Navigating TTS's Pitfalls
Text-to-speech (TTS) technology has experienced exceptional advances in the past few years. It has improved to the point that, when used properly, it is difficult to differentiate TTS output from a recorded prompt.
While there are definite benefits to using a TTS engine, such as reduced operating costs and increased speed to market, this technology is complex and, therefore, requires additional care and feeding. One essential element of TTS’s care and feeding that is frequently overlooked is the original input data. Bad data continues to be the one Achilles’ heel that impacts TTS’s audibility. One of the largest contributing factors to failed TTS implementations is inconsistent and/or poor data, which can lead to inaudible word pronunciations and, in turn, impact self-service throughput rates.
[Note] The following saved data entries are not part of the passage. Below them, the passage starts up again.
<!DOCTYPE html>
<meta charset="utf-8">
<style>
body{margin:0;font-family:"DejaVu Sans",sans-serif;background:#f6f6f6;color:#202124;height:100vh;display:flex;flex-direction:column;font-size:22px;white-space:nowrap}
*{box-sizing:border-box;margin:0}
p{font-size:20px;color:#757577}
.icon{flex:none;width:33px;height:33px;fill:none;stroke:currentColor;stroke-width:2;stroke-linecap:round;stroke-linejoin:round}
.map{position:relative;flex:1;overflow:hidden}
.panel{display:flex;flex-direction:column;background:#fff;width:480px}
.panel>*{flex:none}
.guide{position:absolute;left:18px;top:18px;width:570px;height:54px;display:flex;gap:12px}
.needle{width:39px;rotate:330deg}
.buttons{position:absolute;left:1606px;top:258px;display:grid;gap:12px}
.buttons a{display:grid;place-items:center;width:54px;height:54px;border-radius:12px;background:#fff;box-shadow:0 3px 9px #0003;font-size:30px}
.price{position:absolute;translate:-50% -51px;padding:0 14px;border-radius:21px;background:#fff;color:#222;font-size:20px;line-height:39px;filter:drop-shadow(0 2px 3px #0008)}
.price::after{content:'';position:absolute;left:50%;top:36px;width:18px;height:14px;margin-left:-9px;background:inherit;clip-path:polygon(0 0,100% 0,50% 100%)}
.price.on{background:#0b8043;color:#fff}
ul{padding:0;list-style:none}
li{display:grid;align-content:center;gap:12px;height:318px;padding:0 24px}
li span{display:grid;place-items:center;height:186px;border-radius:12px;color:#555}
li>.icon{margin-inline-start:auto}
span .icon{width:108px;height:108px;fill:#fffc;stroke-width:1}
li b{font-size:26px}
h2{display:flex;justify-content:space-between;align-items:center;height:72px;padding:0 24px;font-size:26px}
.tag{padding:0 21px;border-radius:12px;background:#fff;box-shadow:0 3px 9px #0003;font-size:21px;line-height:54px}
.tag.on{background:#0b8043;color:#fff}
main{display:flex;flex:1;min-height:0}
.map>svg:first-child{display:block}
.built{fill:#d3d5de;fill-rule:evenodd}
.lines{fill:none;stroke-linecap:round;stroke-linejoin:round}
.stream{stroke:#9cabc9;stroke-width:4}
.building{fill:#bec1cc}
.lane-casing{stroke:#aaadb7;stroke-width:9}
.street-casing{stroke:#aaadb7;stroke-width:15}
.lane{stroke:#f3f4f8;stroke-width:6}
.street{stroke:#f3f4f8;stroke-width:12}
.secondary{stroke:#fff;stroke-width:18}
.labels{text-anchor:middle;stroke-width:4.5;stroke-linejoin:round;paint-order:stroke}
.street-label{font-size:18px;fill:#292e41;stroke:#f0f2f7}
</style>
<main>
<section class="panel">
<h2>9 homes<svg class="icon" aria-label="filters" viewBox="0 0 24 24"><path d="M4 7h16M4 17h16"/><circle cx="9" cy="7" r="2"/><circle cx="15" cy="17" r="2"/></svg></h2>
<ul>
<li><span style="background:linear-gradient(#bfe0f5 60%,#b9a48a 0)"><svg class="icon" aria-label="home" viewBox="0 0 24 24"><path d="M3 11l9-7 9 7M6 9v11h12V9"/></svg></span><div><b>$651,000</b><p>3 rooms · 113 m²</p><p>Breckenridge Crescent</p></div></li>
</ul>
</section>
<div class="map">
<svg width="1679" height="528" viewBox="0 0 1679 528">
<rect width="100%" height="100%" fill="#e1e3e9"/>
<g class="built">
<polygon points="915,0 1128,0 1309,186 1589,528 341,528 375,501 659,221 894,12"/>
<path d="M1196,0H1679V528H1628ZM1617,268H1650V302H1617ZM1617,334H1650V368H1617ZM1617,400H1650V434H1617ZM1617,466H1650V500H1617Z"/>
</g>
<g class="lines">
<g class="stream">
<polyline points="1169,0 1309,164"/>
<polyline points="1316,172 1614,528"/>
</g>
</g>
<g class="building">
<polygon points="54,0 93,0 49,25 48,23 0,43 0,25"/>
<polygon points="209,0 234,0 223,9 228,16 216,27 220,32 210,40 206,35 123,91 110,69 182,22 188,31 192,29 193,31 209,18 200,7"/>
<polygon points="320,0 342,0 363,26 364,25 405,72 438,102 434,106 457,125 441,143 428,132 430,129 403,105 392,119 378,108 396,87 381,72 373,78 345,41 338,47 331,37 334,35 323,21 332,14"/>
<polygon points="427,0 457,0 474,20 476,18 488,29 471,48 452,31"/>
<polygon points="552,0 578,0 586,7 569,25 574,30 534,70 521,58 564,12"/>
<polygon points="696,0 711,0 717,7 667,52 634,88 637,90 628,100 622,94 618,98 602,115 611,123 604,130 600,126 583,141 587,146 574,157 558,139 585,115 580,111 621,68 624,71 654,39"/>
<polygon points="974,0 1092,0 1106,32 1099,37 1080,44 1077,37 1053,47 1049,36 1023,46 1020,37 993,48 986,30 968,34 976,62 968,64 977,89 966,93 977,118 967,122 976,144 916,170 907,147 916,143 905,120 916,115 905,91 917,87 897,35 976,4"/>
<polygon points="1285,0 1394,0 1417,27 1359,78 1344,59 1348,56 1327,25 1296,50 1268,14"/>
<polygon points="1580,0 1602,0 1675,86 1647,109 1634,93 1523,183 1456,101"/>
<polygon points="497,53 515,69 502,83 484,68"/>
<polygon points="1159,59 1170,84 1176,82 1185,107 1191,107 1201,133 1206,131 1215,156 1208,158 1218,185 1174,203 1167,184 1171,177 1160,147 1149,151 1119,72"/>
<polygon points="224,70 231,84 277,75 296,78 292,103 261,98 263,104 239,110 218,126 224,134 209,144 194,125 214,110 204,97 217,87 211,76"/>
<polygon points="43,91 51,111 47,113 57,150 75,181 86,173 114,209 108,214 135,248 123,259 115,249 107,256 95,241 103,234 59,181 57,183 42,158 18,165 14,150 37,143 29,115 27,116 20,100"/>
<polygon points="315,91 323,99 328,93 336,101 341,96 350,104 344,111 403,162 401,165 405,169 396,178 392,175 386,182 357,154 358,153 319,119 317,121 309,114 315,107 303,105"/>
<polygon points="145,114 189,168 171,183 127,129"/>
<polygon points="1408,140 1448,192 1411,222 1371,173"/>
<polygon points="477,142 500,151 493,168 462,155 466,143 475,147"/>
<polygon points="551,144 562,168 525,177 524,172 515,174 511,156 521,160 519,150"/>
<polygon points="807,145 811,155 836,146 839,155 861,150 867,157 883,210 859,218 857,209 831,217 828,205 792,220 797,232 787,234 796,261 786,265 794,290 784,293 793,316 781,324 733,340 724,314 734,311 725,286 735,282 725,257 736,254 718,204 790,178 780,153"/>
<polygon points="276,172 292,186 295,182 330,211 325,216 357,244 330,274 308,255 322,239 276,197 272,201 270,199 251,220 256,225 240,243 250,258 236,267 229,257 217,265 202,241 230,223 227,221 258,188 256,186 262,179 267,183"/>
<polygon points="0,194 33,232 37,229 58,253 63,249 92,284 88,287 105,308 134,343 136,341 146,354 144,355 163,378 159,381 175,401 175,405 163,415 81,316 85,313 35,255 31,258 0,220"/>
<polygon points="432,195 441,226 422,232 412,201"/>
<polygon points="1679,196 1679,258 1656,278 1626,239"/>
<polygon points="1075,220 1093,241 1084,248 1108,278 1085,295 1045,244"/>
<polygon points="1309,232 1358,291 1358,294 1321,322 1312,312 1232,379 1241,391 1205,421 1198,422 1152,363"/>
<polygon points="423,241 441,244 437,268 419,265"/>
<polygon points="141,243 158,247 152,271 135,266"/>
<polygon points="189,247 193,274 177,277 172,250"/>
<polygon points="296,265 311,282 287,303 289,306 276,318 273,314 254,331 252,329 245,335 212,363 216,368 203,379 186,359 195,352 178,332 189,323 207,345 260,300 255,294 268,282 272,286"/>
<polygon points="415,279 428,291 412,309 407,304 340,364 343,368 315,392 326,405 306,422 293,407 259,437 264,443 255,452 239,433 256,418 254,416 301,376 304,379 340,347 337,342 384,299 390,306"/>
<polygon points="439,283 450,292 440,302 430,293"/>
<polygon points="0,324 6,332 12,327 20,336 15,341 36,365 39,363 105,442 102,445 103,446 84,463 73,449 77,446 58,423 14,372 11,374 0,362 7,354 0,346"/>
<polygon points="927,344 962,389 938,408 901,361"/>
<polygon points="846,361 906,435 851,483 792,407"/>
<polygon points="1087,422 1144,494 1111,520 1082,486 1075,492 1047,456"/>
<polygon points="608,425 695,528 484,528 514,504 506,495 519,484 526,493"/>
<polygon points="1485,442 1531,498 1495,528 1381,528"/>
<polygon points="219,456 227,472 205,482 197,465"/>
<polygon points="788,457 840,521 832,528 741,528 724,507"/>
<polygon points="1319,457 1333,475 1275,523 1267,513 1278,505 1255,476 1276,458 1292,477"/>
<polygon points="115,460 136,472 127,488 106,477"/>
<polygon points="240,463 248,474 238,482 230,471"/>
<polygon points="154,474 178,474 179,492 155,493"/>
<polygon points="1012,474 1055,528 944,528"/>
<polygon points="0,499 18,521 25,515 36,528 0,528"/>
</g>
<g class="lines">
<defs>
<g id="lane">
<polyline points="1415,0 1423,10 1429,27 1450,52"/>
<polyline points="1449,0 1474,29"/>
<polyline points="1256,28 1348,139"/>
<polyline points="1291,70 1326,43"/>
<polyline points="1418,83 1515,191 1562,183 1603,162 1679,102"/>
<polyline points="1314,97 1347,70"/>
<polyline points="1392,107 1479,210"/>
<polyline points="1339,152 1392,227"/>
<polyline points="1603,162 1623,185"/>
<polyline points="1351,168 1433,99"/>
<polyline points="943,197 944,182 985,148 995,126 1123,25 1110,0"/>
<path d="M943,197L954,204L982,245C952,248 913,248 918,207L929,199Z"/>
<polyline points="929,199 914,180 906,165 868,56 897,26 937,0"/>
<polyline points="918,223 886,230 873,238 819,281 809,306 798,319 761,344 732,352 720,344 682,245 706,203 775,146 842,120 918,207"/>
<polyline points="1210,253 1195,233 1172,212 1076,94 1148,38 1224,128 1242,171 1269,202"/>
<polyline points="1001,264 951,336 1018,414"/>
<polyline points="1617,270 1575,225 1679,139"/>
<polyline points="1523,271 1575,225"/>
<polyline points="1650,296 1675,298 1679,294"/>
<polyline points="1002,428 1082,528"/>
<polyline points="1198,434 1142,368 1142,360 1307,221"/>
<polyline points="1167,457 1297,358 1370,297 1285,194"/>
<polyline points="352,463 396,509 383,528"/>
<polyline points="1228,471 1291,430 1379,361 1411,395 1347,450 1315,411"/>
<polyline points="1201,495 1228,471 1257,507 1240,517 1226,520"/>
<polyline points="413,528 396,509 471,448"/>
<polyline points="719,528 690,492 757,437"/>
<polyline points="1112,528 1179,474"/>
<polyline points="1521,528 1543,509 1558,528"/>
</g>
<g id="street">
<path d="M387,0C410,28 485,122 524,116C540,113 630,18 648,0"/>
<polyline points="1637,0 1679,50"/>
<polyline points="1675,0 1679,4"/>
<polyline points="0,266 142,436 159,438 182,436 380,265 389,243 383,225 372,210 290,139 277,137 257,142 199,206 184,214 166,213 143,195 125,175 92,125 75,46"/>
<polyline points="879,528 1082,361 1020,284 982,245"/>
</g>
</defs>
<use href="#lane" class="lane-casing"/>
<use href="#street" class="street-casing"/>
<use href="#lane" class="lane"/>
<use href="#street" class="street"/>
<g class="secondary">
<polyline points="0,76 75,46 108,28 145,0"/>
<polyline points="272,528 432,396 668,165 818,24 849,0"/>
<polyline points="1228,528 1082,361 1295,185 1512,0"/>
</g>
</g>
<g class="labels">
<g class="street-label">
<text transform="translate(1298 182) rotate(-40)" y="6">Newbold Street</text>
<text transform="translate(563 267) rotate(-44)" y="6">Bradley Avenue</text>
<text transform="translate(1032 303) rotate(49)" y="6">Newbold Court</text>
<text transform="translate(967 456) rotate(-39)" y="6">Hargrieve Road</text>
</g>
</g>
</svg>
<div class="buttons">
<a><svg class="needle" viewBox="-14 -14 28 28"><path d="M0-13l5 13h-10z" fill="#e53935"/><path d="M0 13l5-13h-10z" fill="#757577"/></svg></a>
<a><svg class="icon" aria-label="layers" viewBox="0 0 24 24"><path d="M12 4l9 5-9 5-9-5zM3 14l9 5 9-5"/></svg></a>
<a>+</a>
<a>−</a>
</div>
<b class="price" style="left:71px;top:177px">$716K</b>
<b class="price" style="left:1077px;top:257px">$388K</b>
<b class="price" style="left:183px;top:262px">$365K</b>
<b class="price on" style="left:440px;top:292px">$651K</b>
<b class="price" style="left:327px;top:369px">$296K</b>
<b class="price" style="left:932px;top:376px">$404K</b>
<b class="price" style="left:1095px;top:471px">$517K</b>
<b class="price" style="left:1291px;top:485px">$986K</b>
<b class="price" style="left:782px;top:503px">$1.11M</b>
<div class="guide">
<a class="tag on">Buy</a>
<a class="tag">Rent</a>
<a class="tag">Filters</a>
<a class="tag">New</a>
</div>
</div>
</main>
Some of the potential data issues you may encounter include:
• Misspellings: One of the most common issues that causes problems with TTS engines is misspelled words. The best way to head off this issue is to correct spelling errors during data entry using spell-checking software. Unfortunately, by the time this issue is discovered, some, if not all, of the data has usually already been entered. If this is the case, then the issue can be resolved in several ways. A technique commonly used to overcome misspelled words is to create an alternate spelling in the user dictionary. Using this method, misspelled words are remapped to the correct spelling, allowing the system to speak the misspelled words correctly. Another, yet more complex solution, is to create an on-the-fly editor that reviews inserted text before it is read and replaces the misspelled word with the correct spelling.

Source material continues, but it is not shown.